Unicode And UTF-8
- type
- quiz
- status
- draft
- id
- quiz.unicode-and-utf-8
Quiz: Unicode And UTF-8
Questions
- What is ASCII?
- What is Unicode?
- What is a Unicode code point?
- What is UTF-8?
- Is Unicode the same thing as UTF-8?
- Is modern Unicode simply a 16-bit encoding?
- Why does UTF-8 preserve ASCII?
- How many bytes can UTF-8 use for one Unicode code point?
- Why can character count and byte count differ?
- Why is Unicode not the same thing as a font?
- Name two reasons a Unicode character may not display correctly even if the bytes decode.

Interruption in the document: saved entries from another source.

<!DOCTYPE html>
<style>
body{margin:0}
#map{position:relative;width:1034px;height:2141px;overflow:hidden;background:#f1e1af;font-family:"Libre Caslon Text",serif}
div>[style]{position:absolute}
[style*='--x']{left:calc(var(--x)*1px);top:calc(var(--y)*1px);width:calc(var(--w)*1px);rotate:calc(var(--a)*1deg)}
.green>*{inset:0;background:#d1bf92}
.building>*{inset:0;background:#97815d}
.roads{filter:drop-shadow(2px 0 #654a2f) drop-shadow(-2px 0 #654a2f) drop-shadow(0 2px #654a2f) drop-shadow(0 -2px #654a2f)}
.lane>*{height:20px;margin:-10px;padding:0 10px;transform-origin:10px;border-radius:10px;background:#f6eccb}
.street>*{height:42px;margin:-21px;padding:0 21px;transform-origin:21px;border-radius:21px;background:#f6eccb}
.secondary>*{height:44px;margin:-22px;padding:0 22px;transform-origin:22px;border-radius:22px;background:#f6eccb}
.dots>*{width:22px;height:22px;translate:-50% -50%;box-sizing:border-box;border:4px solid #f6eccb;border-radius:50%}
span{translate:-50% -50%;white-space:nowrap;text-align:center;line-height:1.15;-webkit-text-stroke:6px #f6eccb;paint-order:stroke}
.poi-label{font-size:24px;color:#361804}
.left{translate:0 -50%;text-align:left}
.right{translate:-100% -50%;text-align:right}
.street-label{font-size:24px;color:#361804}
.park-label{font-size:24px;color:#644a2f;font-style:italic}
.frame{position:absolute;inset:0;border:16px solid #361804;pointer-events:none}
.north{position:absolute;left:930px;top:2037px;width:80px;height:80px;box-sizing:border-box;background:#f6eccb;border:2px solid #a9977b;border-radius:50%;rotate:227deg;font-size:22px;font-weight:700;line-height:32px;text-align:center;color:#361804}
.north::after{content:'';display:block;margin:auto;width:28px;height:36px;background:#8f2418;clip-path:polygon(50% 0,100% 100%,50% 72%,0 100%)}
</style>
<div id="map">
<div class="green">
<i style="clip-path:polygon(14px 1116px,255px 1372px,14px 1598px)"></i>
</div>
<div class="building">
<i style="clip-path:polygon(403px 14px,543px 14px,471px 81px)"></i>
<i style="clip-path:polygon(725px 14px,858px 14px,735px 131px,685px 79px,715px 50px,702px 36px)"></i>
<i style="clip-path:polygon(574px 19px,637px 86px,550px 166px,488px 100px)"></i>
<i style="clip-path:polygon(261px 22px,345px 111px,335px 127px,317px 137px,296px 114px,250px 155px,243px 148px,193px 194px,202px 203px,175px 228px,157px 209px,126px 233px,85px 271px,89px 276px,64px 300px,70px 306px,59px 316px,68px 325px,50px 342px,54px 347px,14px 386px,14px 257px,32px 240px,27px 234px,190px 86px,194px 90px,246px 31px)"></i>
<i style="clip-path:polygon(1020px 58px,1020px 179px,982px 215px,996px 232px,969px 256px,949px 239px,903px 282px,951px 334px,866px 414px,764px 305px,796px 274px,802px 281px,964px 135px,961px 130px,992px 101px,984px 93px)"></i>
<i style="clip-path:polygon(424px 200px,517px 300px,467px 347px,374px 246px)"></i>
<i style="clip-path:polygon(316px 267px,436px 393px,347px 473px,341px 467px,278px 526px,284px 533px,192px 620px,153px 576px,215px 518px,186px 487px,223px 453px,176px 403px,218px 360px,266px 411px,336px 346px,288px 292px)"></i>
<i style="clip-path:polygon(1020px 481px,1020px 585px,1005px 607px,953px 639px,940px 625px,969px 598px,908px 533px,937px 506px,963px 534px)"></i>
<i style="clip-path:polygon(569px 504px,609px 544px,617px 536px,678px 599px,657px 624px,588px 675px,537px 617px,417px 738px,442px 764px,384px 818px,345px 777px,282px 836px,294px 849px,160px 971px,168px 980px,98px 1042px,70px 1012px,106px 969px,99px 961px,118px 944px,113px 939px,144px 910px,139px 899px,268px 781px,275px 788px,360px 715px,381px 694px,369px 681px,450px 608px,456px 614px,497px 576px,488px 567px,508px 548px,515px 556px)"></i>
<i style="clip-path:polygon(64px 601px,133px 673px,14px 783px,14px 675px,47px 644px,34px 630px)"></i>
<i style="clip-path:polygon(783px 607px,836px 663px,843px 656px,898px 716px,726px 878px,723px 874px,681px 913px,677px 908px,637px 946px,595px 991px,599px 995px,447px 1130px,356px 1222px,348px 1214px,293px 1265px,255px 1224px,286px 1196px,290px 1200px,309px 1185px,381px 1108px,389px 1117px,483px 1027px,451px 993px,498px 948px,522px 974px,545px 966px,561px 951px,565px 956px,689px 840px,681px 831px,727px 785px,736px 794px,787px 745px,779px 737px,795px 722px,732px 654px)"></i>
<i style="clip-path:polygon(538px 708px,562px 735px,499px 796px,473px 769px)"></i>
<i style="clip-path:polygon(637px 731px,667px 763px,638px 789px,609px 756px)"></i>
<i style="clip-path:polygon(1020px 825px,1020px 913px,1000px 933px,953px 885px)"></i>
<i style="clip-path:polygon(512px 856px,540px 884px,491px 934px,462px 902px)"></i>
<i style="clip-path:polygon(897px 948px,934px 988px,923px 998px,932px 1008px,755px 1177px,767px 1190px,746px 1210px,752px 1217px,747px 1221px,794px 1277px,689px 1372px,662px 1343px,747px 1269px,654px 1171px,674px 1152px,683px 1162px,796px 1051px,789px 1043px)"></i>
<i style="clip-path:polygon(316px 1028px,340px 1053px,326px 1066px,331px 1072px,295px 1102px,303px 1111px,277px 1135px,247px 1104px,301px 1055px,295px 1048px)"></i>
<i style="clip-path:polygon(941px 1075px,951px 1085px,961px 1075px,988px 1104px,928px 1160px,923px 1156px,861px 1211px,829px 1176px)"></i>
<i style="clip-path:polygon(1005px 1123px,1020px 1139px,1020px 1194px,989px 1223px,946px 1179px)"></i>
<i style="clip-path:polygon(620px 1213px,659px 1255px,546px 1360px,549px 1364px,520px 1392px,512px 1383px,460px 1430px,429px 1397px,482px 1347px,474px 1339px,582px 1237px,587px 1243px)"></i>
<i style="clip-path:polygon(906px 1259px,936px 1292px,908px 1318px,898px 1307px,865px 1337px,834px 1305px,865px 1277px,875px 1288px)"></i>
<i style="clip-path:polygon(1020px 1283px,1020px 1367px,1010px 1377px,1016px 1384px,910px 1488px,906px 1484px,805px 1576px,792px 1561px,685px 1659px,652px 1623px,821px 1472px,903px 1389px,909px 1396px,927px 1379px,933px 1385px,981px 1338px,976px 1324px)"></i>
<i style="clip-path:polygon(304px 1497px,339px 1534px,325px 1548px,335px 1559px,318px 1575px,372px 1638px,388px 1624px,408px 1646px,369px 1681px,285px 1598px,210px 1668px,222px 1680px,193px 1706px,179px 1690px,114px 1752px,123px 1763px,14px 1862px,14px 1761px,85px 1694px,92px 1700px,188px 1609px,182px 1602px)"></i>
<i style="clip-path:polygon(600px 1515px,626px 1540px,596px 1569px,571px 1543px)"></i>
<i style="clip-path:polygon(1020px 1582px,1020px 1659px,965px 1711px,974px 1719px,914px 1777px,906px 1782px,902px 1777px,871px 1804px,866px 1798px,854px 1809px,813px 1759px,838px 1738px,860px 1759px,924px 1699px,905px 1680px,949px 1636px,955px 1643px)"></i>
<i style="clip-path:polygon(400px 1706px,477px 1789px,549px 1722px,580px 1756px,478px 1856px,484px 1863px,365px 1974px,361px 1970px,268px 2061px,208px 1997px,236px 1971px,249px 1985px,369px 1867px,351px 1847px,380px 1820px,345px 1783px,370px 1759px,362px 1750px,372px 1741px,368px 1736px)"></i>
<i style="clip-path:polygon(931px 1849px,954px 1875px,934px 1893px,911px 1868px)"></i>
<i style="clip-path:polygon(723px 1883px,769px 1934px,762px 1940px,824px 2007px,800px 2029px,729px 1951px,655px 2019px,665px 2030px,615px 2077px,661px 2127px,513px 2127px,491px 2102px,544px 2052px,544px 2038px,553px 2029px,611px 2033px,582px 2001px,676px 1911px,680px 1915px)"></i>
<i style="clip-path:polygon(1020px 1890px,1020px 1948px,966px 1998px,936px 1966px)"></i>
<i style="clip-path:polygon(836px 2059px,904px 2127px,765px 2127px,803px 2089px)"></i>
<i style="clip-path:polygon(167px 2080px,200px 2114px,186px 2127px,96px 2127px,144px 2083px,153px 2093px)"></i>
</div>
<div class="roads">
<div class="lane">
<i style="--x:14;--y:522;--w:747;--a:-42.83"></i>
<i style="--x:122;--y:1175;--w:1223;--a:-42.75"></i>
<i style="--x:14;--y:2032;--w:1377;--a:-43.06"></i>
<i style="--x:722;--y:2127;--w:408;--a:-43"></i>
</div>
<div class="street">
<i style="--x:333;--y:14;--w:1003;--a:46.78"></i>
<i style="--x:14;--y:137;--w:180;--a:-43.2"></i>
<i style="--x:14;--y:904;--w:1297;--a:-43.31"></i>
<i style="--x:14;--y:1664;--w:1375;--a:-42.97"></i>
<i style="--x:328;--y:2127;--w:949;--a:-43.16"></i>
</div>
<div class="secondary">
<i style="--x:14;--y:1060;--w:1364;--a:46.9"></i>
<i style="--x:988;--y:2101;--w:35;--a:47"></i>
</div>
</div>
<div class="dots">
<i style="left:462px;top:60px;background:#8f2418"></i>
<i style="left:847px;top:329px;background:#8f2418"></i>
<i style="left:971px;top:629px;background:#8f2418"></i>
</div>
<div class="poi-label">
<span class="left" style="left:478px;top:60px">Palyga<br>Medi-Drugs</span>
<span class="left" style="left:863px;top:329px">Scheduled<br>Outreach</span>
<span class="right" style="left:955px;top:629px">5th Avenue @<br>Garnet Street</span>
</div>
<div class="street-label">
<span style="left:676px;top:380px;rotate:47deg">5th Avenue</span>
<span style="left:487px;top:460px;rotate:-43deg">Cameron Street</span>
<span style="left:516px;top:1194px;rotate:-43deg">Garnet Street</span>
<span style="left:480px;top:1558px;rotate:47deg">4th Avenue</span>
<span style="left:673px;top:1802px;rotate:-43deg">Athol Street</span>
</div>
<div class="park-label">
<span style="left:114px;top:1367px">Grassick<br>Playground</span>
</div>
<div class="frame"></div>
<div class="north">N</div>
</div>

- What does it mean for a byte sequence to be invalid UTF-8?
- What is the relationship between this topic and
from-bits-to-meaning?
answers
Answers
- ASCII is an older coded character set that maps a limited set of characters and control codes to numeric values.
- Unicode is a universal character encoding standard for processing, storage, and interchange of text across modern software and protocols.
- A code point is a Unicode value assigned in the Unicode code space, written like
U+0041.
- UTF-8 is the byte-oriented encoding form of Unicode.
- No. Unicode is the standard; UTF-8 is one encoding form for representing Unicode text as bytes.
- No. Early Unicode was 16-bit, but modern Unicode uses the code space
U+0000 through U+10FFFF.
- UTF-8 uses the same byte values for ASCII-range characters, which helps it work in ASCII-shaped environments.
- One to four bytes.
- Because UTF-8 uses one byte for ASCII-range characters and multiple bytes for many non-ASCII characters.
- Unicode identifies encoded characters; fonts provide glyphs for displaying them.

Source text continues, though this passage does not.